El interés del segundo
argumento de esta filósofa es que entra directamente en las controversias de
otro signo que han estado de moda en nuestro país y aún lo están bajo el lema
de la “trampa de la diversidad” en la que presuntamente habría caído la
izquierda al aceptar una sustitución de las políticas de clase por políticas de
identidad. La división y la lucha simbólica y cultural habría sustituido a la
unidad y las luchas económicas. El argumento de Wendy Brown no es difícil de
aplicar a la idea de clase obrera que está implícita en la parte acusadora:
¿define la clase obrera la lucha económica? De nuevo resuenan las palabras de
Marx: una clase que llevaba en sí las semillas de una nueva sociedad y de una
nueva forma de ser humano, que, entre otras cosas, aspiraba a la abolición del
trabajo asalariado y de las clases, ha quedado reducida ahora a un conjunto de tácticas
sindicales y a una política socialdemócrata de defensa de derechos. No es
extraño que a estas formas abstractas y aparentemente universalistas de
categorización de clase le suceda una general despolitización de la vida cotidiana,
tanto en el trabajo como fuera de él.
La ubicación es siempre
problemática. Es una necesidad intrínsecamente humana: ¿quién soy?, ¿de quién
soy?, ¿a qué pertenezco?, ¿cuáles son las fronteras invisibles que me definen?
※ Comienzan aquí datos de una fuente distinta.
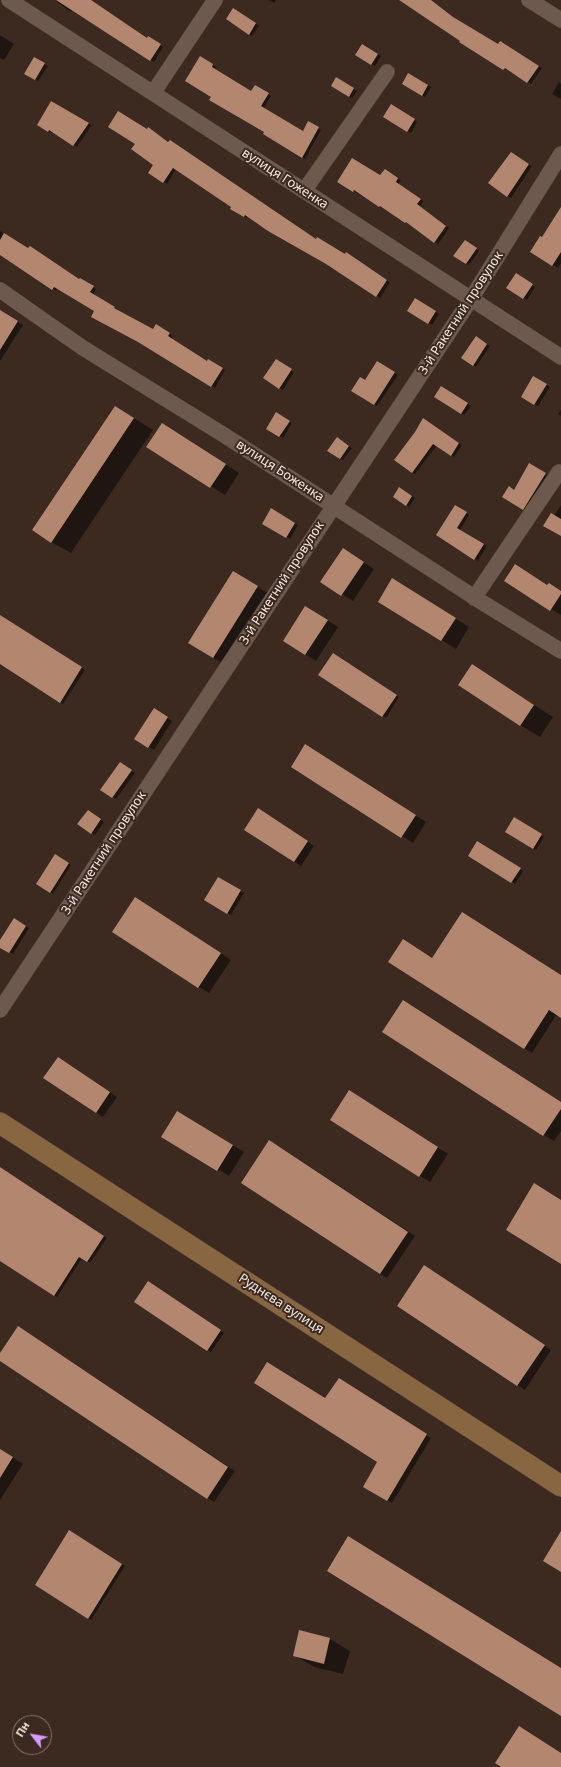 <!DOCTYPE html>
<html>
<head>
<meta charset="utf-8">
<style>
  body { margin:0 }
  #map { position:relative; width:561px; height:1767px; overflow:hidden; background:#3c2a21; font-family:"Noto Sans",sans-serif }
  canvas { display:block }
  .north { position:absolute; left:12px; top:1715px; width:40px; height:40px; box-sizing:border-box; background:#3c2a21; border:1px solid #85756d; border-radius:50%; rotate:301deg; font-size:11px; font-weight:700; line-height:16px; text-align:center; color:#f2e6e0 }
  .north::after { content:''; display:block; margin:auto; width:14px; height:18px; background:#d39cfd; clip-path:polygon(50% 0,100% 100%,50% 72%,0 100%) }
</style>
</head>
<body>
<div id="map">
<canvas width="561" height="1767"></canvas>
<div class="north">Пн</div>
</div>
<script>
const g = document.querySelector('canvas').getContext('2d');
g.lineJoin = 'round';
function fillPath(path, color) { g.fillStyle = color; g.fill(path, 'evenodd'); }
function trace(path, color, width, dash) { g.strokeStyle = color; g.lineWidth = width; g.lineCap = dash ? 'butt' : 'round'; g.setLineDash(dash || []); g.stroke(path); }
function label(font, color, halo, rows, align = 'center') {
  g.font = font + ' "Noto Sans",sans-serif'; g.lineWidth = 4; g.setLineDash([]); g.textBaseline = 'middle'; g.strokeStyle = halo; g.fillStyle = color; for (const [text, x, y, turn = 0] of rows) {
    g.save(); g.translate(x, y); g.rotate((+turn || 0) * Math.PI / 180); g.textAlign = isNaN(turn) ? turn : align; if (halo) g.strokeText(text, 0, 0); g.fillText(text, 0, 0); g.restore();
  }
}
fillPath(new Path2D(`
  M57,0h32l59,39 1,-2 14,10 -9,15 -82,-52 -1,2 -3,-2 -12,-9z
  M268,0h8l-2,3z
  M401,0h30l25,20 42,25 2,-3 42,26 -11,16 -70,-42 1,-1z
  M237,11l22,15 -7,10 -3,-2z
  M0,35l14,9 -10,16 -4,-2z
  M363,45l18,11 -6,10 -18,-11z
  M35,58l13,8 -10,15 -13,-8z
  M200,58l16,9 -1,2 36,23 4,-6 16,10 -7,12 39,24 5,-9 13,7 -16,29 -40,-26 1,-1 -53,-35z
  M409,74l22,13 -6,10 -22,-13z
  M337,78l20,13 -5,7 -20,-12z
  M559,82l2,2v15l-9,-5z
  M51,102l41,23 -15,22 -24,-15 -1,1 -14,-8z
  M391,105l26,17 -6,11 -27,-17z
  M169,143l148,97 29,15 4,1 40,26 -10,16 -131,-82 -2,2 -16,-10 1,-1 -56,-38 -9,15 -18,-11z
  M511,153l21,13 -21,32 -4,-2z
  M385,170l16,11 -3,3 25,17 -3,6 29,21 -11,16 -29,-21 -71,-41 43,-5z
  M561,208v55l-3,5 -27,-16 11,-13z
  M0,231l80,49v-1l16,10 -3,6 24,14 -1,2 37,19 3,-5 17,11 -2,3 36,23 2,-2 16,10 -10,18 -75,-46 -44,-31 -38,-23 -2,3 -3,-2 -53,-35z
  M468,243l11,8 -10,14 -3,-1z
  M516,275l19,12 -8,13 -20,-12z
  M415,300l24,14 -7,11 -23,-14z
  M0,311l23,14 -23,36z
  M476,338l14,8 -14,21 -13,-9z
  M276,360l18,12 -11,18 -4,-2z
  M377,362l21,13 -21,31 -24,-16 12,-9z
  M534,377l16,10 -12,19 -16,-9z
  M442,387l29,19 -7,9 -29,-18z
  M116,407l37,23 -82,123 -20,-11z
  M561,410v6l-3,-2z
  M277,414l15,9 -9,15 -16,-9z
  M426,421l36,24 -8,12 -17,-12 -22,29 -3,-1 4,-41z
  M176,432l63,41 -14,22 -77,-48z
  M340,440l12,8 -9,12 -3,-1z
  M530,464l19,12 -23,35 -22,-14 10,-6z
  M403,490l12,8 -6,9 -3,-2z
  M561,505v30l-7,-19z
  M455,506l14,9 -9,15 27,16 -9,15 -40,-26z
  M272,510l26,15 -8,14 -26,-15z
  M354,556l20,13 -21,32 -31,-19z
  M244,579l24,14 -44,71 -11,-6z
  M506,581l42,6 13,4v24z
  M407,588l62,39 -13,22 -77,-48z
  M316,613l22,14 -22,34 -32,-20z
  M0,616l85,54 -22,34 -63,-41z
  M336,656l63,41 -13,21 -67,-43z
  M473,666l80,51 -13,20 -20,-12z
  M159,712l13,9 -18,29 -19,-11z
  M316,751l110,71 -13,21 -121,-76z
  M123,765l12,8 -19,26 -14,-10z
  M91,813l13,9 -9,13 -16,-11z
  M266,814l48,32 -13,20 -55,-36z
  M514,818l30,19 -8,13 -30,-19z
  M478,842l45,29 -8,13 -46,-28z
  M55,855l16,10 -18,29 -16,-10z
  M219,878l25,15 -13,22 -26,-15z
  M146,905l85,55 -22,33 -10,-6z
  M14,919l15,9 -16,26 -13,-7v-5z
  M433,959l128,16v42l-4,-3 -25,39 -8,-5z
  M65,1062l52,35 -14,20 -58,-39z
  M360,1098l88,56 -18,28 -10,-6z
  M561,1103v28l-7,10 -10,-6z
  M188,1118l56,34 -15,24 -67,-40z
  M277,1145l138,91 -28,42 -145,-95z
  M0,1167l107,71 -17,25 -8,-5 -25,39 -57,-37z
  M432,1270l119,80 -26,40 -127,-84z
  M152,1284l72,49 -13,19 -3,-2z
  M25,1332l210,139 -21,31 -214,-142v-5z
  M344,1382l87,56 -39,65 -28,-17 14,-24 -52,-63z
  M0,1449l23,15 -23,36z
  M70,1532l55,34 -34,54 -55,-35z
  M300,1632l30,7 20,12 -7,23 -29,-7 -20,-12z`), '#0007');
fillPath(new Path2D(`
  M56,0h35l56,38 1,-2 13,8 -11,17z
  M399,0h32l22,17 45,27 2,-3 39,25 -12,17 -22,-15 -2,2 -44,-28 1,-1z
  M233,8l23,15 -7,12 -23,-16z
  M362,44l16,10 -7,11 -16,-10z
  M200,56l13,8 -1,3 39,24 4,-6 14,8 -8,13 42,25 5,-10 11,6 -17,31 -39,-24 1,-2 -55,-32 2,-3 -26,-16z
  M34,57l11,6 -10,17 -11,-6z
  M408,73l20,12 -6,11 -20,-12z
  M336,77l18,11 -5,9 -18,-11z
  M51,101l38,22 -16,23 -24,-16 -1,2 -11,-7z
  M391,104l24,15 -8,13 -24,-15z
  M118,111l29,18 1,-2 20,15 2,-2 146,99 1,-2 28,17 1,-2 41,28 -11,17 -50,-33 -58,-33 -23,-16 -1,2 -14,-8 1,-2 -58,-39 -10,15 -15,-10 5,-8 -22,-16 4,-5 -27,-17z
  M511,152l18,12 -22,33 -19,-14z
  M352,158l28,17 5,-6 13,9 -2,4 25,17 -4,5 29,22 -12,17 -28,-21 -1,1 -25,-17 -1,1 -25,-17 -1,2 -16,-10z
  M561,207v45l-9,14 -22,-14 10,-16 2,1z
  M4,233l24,15 2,-2 49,33 1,-1 14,8 -4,6 25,15 -1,1 39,21 3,-5 14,9 -2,3 39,25 1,-2 15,9 -12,19 -73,-45 -47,-25 3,-6 -40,-24 -2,3 -52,-35v-15z
  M465,240l12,8 -11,16 -13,-8z
  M516,273l17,11 -10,15 -17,-11z
  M415,298l21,13 -8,13 -21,-13z
  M0,310l18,11 -18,29z
  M476,336l11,8 -14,22 -12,-8z
  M276,359l16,10 -13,20 -16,-11z
  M377,361l18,11 -21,33 -23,-14 9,-14 5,3z
  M533,376l14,8 -13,21 -13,-8z
  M441,386l27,17 -7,11 -27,-17z
  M115,406l19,12 -83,125 -19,-13z
  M276,412l14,9 -11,16 -13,-8z
  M423,418l36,25 -8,13 -18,-12 -21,29 -18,-13 21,-28z
  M162,423l64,41 -16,24 -64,-41z
  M337,437l12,9 -9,13 -13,-8z
  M529,463l17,10 -23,37 -21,-13 7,-11 5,4z
  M399,487l13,9 -6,10 -13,-9z
  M455,505l12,7 -10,16 27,16 -10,16 -38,-25z
  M271,508l24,15 -9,15 -24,-14z
  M551,513l10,6v17l-18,-10z
  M343,548l21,14 -23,34 -21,-14z
  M515,564l32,21 2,-2 12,8v3l-11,17 -46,-30z
  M233,571l25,15 -45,72 -25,-15z
  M392,578l64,40 -15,23 -63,-39z
  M305,606l23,14 -23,35 -22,-14z
  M0,615l82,52 -22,36 -60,-39z
  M333,653l64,42 -15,22 -64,-42z
  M472,664l62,41 -14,21 -62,-41z
  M154,708l14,9 -20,31 -14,-9z
  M305,744l111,71 -15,23 -110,-71z
  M120,762l12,8 -20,28 -12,-8z
  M258,808l50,33 -14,21 -50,-32z
  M88,810l13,9 -10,15 -14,-10z
  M514,817l28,17 -9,15 -28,-17z
  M477,841l44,27 -10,15 -43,-27z
  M55,854l14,9 -19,30 -14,-9z
  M218,877l23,13 -14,24 -23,-14z
  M135,897l86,56 -23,35 -86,-56z
  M462,912l99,63v43l-12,-8 -25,39 -136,-87 15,-23 29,19z
  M14,918l12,8 -17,27 -9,-5v-8z
  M403,1000l158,102v7l-18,27 -161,-104z
  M58,1057l52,35 -14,21 -53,-35z
  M349,1090l89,57 -19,30 -89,-57z
  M177,1111l56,34 -16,26 -56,-34z
  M269,1140l139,92 -28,42 -139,-91z
  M0,1167l104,69 -17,26 -8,-5 -25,39 -54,-35z
  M534,1183l27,17v64l-55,-34z
  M424,1265l121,80 -28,41 -120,-80z
  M148,1281l73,49 -14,21 -73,-49z
  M18,1326l210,141 -21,32 -207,-138v-8z
  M267,1362l58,36 14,-20 88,56 -40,67 -24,-14 14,-25 -123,-79z
  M0,1449l13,8 -13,21z
  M69,1530l53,34 -34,55 -53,-34z
  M561,1531v41l-18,-11z
  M348,1536l213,132v48l-234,-145z
  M299,1630l31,8 -6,26 -31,-8z
  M519,1726l42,27v14h-60l-6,-4z`), '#b38670');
const street = new Path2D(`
  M9,0l552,357
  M529,0l32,20
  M153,93l62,-93
  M304,191l83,-119
  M0,290l83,58 141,87 256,166 81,50
  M474,598l85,-126
  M0,1010l471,-711 90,-145`);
const secondary = new Path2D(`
  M0,1123l561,363`);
trace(street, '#584942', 16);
trace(secondary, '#584942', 22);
trace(street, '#6e594f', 15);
trace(secondary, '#886642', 21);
label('13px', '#f2e6e0', '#3c2a21', [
  ["вулиця Гоженка",285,179,33],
  ["3-й Ракетний провулок",461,313,-57],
  ["вулиця Боженка",280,471,33],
  ["3-й Ракетний провулок",282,583,-57],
  ["3-й Ракетний провулок",104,853,-57],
  ["Руднєва вулиця",281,1304,33]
]);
</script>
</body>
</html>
Pero las respuestas a estas preguntas nunca son transparentes. Nunca están ayunas
de autoengaños y de refugios. Es fácil que al trazar fronteras caigamos en la
trampa que Sartre consideraba la condición humana y que denominaba “mala fe”:
no quiero ser lo que soy/ no soy lo que quiero ser. A esta tensión, que tiene
que ver con la crueldad de la autoaceptación de nuestra fragilidad y
complejidad, se une la dificultad que supone la opacidad o falta de transparencia
que recorre el ser y querer ser: Nietzsche lo diagnosticó con claridad. Las
debilidades de la voluntad no pueden resolverse simbólicamente. Llegar a ser lo
que se es, cuando no se sabe lo que se quiere ni lo que se es, deviene en la
mayor dificultad de nuestra existencia.